== Task requirements ==
Line by line, repeat the data below exactly, beginning at the first line and ending at the line with "M288 1109 454". Omit pictures.

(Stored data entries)

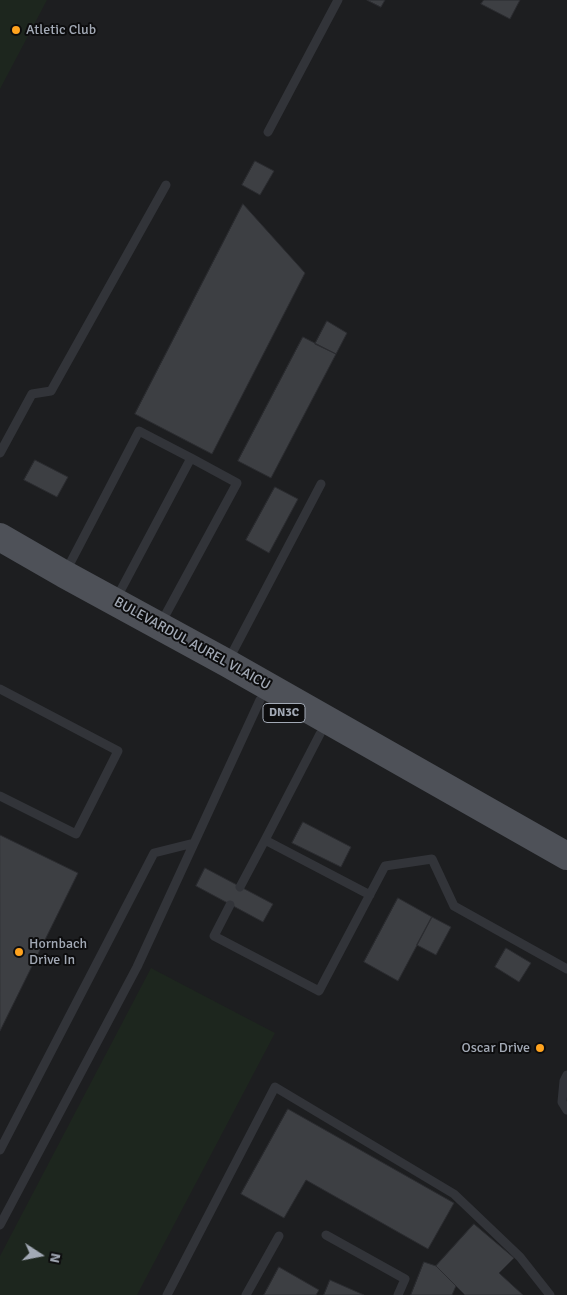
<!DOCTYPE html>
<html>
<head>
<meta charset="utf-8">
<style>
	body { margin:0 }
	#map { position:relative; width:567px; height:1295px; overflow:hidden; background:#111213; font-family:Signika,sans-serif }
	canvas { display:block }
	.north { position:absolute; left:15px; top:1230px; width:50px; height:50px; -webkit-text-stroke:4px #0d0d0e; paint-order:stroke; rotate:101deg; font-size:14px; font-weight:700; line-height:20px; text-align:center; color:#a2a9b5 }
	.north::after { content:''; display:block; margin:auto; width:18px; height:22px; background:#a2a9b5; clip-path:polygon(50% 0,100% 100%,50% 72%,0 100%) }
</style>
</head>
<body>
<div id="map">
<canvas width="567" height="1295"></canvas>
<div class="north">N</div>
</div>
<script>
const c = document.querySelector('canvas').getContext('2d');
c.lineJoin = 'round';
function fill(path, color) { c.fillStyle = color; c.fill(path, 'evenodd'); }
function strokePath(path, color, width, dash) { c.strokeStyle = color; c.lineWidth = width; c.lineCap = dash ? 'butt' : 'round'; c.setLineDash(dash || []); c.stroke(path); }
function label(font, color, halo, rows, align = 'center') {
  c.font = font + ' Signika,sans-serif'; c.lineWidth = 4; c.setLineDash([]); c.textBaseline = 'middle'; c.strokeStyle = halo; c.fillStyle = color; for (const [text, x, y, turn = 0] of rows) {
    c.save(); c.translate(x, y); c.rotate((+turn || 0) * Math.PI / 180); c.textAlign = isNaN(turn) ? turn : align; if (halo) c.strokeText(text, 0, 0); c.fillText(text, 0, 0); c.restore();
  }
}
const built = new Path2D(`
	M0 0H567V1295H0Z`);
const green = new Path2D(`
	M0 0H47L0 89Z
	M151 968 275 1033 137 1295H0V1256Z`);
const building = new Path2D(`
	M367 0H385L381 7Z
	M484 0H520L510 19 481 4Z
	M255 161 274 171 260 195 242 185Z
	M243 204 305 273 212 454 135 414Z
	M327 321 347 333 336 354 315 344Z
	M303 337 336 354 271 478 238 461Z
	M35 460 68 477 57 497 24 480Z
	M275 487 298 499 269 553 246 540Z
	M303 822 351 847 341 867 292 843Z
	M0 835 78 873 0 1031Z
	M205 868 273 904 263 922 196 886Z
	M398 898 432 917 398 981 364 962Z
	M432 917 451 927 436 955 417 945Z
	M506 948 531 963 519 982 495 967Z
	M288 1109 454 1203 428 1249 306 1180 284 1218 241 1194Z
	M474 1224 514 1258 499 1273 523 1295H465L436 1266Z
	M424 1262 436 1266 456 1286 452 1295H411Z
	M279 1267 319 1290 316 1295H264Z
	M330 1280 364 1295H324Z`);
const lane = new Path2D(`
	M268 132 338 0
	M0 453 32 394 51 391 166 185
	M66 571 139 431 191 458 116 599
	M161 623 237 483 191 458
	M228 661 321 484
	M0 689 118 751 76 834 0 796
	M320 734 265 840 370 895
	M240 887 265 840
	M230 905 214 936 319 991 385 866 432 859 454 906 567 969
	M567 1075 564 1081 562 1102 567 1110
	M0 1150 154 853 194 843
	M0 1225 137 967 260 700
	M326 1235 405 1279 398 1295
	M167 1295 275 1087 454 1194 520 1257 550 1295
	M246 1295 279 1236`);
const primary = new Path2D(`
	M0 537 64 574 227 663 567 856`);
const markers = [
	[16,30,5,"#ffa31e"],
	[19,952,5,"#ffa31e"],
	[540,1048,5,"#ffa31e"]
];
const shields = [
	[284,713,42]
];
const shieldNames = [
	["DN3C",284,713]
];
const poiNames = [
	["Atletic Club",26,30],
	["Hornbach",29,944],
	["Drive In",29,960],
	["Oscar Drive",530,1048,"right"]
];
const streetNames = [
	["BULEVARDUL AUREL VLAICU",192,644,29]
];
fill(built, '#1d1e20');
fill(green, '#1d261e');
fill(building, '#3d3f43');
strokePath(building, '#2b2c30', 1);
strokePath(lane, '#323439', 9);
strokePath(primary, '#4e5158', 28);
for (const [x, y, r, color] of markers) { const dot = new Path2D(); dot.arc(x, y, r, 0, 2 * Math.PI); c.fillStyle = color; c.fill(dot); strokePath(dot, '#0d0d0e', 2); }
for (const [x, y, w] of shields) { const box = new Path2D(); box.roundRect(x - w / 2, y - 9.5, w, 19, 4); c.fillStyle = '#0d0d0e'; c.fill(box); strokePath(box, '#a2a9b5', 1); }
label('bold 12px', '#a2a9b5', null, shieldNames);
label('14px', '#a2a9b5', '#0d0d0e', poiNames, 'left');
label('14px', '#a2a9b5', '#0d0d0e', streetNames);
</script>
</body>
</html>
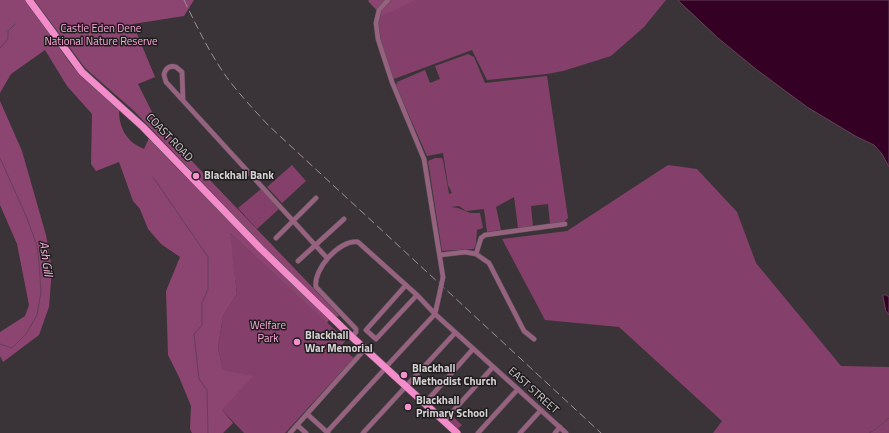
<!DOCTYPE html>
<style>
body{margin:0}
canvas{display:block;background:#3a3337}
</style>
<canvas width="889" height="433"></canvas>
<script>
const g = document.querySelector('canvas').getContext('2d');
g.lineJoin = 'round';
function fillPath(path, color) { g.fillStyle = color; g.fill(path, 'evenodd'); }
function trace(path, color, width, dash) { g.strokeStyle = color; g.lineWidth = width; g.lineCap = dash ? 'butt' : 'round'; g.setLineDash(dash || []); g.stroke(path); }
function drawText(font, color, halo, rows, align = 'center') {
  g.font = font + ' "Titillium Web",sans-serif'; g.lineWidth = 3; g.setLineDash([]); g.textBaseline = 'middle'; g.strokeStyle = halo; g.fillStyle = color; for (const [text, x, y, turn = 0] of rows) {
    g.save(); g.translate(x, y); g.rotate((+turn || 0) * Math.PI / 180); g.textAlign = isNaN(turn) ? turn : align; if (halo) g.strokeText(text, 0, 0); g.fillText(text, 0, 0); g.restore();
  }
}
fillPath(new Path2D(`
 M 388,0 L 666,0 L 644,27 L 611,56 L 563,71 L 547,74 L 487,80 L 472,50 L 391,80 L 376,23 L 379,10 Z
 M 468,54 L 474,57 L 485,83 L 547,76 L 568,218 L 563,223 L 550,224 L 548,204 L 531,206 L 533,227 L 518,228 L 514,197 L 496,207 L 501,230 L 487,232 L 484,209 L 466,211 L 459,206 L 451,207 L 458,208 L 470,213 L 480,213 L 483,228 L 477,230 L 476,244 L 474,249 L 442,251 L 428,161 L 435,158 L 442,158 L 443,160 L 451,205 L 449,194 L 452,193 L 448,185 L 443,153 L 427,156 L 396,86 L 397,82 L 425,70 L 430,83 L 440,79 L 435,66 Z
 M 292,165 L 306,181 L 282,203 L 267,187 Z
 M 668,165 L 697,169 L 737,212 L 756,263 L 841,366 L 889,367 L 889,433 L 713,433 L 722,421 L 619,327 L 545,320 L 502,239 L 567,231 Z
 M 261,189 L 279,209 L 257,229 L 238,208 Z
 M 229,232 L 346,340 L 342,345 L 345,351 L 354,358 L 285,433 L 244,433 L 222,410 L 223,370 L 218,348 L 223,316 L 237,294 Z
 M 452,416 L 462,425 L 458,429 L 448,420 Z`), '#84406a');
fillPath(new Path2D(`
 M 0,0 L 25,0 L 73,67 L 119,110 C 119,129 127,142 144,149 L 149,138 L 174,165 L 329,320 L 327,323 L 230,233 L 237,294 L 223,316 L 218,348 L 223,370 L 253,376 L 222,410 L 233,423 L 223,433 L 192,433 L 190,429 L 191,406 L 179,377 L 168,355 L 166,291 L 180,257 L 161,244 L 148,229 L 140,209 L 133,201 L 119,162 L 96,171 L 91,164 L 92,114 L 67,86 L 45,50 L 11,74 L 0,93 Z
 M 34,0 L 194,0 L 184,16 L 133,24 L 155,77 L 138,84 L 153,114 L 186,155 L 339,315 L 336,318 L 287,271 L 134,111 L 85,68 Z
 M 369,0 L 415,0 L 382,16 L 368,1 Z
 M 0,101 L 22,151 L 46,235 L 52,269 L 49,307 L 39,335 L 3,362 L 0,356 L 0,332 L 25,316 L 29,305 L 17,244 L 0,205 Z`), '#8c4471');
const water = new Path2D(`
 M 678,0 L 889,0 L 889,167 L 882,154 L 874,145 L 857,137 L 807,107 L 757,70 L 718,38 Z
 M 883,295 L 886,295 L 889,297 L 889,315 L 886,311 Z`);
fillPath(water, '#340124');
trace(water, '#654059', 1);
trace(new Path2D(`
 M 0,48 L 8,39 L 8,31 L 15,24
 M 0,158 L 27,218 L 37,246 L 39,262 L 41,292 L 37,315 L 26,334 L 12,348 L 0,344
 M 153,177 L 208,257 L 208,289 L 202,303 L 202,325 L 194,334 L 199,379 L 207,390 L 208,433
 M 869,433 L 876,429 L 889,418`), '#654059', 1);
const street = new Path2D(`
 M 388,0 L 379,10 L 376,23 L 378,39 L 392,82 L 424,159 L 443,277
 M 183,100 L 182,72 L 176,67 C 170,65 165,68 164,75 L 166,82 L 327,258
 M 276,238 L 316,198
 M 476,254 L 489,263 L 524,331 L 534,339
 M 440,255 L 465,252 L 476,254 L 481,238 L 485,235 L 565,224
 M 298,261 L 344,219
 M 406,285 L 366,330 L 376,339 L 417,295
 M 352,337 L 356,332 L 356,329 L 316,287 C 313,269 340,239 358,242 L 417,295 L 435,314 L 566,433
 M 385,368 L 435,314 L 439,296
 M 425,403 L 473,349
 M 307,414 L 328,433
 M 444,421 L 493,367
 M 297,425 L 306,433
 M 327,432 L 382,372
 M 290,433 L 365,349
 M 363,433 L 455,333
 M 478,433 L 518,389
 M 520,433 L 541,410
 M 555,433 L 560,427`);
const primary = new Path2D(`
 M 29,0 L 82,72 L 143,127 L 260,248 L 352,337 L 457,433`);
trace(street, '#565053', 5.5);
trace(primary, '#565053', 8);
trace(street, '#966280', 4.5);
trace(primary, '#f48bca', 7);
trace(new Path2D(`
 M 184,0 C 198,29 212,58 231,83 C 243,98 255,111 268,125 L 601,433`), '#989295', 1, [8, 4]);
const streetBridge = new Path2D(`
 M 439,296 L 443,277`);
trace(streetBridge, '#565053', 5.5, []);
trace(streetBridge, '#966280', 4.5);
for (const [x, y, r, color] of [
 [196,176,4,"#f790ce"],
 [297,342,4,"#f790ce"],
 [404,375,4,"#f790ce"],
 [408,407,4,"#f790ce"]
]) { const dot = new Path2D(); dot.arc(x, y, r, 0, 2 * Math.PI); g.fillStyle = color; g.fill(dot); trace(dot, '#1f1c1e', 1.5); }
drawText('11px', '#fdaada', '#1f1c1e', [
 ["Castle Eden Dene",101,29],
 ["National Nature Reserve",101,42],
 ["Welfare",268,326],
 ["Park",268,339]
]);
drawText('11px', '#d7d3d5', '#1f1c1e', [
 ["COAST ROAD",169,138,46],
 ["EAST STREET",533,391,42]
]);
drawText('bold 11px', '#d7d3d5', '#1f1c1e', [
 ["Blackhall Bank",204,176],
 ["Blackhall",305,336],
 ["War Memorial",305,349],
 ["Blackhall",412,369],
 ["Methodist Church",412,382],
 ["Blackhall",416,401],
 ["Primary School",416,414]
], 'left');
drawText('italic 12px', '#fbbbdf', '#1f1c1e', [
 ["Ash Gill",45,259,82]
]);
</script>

== The completed task ==
<!DOCTYPE html>
<html>
<head>
<meta charset="utf-8">
<style>
	body { margin:0 }
	#map { position:relative; width:567px; height:1295px; overflow:hidden; background:#111213; font-family:Signika,sans-serif }
	canvas { display:block }
	.north { position:absolute; left:15px; top:1230px; width:50px; height:50px; -webkit-text-stroke:4px #0d0d0e; paint-order:stroke; rotate:101deg; font-size:14px; font-weight:700; line-height:20px; text-align:center; color:#a2a9b5 }
	.north::after { content:''; display:block; margin:auto; width:18px; height:22px; background:#a2a9b5; clip-path:polygon(50% 0,100% 100%,50% 72%,0 100%) }
</style>
</head>
<body>
<div id="map">
<canvas width="567" height="1295"></canvas>
<div class="north">N</div>
</div>
<script>
const c = document.querySelector('canvas').getContext('2d');
c.lineJoin = 'round';
function fill(path, color) { c.fillStyle = color; c.fill(path, 'evenodd'); }
function strokePath(path, color, width, dash) { c.strokeStyle = color; c.lineWidth = width; c.lineCap = dash ? 'butt' : 'round'; c.setLineDash(dash || []); c.stroke(path); }
function label(font, color, halo, rows, align = 'center') {
  c.font = font + ' Signika,sans-serif'; c.lineWidth = 4; c.setLineDash([]); c.textBaseline = 'middle'; c.strokeStyle = halo; c.fillStyle = color; for (const [text, x, y, turn = 0] of rows) {
    c.save(); c.translate(x, y); c.rotate((+turn || 0) * Math.PI / 180); c.textAlign = isNaN(turn) ? turn : align; if (halo) c.strokeText(text, 0, 0); c.fillText(text, 0, 0); c.restore();
  }
}
const built = new Path2D(`
	M0 0H567V1295H0Z`);
const green = new Path2D(`
	M0 0H47L0 89Z
	M151 968 275 1033 137 1295H0V1256Z`);
const building = new Path2D(`
	M367 0H385L381 7Z
	M484 0H520L510 19 481 4Z
	M255 161 274 171 260 195 242 185Z
	M243 204 305 273 212 454 135 414Z
	M327 321 347 333 336 354 315 344Z
	M303 337 336 354 271 478 238 461Z
	M35 460 68 477 57 497 24 480Z
	M275 487 298 499 269 553 246 540Z
	M303 822 351 847 341 867 292 843Z
	M0 835 78 873 0 1031Z
	M205 868 273 904 263 922 196 886Z
	M398 898 432 917 398 981 364 962Z
	M432 917 451 927 436 955 417 945Z
	M506 948 531 963 519 982 495 967Z
	M288 1109 454 1203 428 1249 306 1180 284 1218 241 1194Z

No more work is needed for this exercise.